- WORK ORDER
Across all the entries below, count each line that holds "What" and report the figure only.

══ TASK INPUTS ══

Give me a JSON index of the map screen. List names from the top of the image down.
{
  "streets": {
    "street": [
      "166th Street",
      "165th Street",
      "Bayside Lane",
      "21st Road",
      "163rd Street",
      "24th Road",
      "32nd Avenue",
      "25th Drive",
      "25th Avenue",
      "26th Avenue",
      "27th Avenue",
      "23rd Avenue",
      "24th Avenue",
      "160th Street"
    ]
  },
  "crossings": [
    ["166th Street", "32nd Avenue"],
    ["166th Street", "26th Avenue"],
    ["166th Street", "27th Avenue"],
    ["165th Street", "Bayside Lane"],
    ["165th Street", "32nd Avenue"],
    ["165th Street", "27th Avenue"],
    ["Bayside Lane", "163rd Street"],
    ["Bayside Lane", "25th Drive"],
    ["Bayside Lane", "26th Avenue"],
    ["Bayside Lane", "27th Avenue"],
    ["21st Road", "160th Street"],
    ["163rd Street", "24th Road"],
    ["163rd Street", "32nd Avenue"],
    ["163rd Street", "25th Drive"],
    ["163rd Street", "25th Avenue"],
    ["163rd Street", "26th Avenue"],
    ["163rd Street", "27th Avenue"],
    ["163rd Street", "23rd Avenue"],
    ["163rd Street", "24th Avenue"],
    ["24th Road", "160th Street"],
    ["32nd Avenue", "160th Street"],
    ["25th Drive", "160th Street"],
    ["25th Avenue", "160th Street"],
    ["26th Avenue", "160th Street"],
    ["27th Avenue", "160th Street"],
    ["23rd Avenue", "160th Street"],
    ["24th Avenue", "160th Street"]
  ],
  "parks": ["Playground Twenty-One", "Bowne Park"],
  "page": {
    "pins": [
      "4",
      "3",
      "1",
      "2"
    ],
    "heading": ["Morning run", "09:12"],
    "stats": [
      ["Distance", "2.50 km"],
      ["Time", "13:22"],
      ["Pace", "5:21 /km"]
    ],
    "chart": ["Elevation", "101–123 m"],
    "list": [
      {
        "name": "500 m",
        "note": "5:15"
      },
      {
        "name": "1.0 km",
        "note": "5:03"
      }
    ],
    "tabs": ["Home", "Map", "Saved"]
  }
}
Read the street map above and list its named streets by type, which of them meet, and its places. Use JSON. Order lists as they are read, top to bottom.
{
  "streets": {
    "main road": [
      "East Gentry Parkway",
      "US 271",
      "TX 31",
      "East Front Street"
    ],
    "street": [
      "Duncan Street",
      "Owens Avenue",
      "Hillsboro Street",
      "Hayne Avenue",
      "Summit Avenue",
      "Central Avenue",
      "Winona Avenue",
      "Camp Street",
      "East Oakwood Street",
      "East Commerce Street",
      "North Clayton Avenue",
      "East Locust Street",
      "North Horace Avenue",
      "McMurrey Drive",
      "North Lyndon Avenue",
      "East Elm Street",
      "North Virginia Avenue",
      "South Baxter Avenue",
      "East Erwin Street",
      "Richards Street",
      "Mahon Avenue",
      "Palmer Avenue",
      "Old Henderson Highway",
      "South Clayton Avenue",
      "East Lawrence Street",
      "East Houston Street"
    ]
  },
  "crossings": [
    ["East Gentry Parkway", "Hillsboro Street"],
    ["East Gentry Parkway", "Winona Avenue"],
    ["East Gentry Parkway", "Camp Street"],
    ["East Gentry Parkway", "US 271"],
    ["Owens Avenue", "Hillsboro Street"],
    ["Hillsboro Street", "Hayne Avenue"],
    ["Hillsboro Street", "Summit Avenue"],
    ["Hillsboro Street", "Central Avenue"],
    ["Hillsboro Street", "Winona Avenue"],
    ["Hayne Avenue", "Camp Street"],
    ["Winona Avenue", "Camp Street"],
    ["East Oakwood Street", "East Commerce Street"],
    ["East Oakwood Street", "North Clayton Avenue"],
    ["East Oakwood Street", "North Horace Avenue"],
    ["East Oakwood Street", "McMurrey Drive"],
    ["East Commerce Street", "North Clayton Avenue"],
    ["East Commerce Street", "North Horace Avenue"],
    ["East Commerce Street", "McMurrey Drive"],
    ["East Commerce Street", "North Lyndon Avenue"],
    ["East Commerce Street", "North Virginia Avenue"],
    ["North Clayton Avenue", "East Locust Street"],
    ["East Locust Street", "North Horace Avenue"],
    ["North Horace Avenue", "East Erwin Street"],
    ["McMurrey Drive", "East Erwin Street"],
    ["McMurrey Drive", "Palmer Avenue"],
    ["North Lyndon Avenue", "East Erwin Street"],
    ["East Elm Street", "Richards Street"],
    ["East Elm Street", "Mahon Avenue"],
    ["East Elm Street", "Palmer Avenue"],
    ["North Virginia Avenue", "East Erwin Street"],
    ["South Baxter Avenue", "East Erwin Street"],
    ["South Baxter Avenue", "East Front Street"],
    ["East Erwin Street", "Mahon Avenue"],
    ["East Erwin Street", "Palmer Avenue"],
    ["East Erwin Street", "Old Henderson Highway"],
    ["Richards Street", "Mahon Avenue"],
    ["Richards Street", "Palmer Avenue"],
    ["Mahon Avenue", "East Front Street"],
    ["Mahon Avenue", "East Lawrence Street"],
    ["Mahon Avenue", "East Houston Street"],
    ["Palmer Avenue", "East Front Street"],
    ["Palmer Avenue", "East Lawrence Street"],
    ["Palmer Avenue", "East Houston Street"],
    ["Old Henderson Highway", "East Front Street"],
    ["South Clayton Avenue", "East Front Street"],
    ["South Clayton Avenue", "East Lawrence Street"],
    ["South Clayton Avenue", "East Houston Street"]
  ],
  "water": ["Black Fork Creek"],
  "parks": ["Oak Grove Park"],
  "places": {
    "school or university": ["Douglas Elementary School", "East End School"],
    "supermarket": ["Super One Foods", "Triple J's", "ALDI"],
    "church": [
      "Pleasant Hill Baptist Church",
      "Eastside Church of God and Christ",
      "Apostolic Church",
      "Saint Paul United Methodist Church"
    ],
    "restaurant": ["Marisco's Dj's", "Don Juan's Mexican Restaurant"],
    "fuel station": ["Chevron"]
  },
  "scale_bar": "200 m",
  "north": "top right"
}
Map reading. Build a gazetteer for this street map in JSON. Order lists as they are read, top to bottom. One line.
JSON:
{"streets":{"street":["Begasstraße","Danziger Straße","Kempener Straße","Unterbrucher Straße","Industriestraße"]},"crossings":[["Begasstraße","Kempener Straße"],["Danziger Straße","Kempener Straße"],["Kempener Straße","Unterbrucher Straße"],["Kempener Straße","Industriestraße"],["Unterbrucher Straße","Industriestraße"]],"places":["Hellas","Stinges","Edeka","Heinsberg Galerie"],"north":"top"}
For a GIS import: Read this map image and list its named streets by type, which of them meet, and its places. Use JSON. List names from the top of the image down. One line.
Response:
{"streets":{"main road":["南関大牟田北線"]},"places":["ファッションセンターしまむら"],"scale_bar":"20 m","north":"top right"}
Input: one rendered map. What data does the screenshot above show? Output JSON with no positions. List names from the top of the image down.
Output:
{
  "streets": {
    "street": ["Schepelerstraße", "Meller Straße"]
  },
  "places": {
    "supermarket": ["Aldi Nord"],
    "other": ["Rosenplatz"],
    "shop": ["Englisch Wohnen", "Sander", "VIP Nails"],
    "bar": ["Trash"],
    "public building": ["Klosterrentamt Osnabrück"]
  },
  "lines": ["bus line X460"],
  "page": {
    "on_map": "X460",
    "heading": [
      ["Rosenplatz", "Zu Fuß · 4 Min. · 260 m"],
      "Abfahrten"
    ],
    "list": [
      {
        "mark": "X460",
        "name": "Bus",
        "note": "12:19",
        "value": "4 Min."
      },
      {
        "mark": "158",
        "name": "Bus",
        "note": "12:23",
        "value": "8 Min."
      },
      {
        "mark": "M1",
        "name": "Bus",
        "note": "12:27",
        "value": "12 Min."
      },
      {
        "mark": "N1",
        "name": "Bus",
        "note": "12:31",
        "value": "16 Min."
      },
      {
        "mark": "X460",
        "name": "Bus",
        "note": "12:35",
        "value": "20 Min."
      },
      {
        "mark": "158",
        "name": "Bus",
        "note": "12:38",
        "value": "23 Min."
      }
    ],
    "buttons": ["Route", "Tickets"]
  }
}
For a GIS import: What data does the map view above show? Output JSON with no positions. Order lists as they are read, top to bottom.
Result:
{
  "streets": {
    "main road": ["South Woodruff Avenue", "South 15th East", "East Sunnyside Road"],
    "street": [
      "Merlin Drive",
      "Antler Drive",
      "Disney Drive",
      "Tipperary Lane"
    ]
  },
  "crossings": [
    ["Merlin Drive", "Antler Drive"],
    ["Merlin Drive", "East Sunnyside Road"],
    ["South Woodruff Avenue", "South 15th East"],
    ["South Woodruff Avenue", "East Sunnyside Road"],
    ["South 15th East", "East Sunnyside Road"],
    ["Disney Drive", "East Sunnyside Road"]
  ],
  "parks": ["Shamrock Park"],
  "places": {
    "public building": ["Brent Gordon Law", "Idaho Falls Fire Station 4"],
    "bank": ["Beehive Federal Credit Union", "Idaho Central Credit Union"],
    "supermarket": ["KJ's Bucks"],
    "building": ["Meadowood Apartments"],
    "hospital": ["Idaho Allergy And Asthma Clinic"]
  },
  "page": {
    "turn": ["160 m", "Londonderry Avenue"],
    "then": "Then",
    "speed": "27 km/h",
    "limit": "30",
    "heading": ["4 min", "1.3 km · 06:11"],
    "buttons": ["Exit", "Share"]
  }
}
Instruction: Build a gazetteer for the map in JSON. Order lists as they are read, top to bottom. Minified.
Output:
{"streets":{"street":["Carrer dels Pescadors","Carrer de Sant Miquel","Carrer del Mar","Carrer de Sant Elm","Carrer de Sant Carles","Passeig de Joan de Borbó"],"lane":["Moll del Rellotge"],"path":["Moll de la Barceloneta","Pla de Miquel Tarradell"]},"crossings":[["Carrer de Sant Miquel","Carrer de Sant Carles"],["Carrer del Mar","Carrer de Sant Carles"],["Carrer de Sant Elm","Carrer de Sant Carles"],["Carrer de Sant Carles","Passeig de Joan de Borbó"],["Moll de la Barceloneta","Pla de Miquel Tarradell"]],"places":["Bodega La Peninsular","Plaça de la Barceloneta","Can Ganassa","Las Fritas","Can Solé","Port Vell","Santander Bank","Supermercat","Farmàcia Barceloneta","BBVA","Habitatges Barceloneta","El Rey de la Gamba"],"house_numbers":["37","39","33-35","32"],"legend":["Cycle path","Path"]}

═══

- WRITTEN RESPONSE
2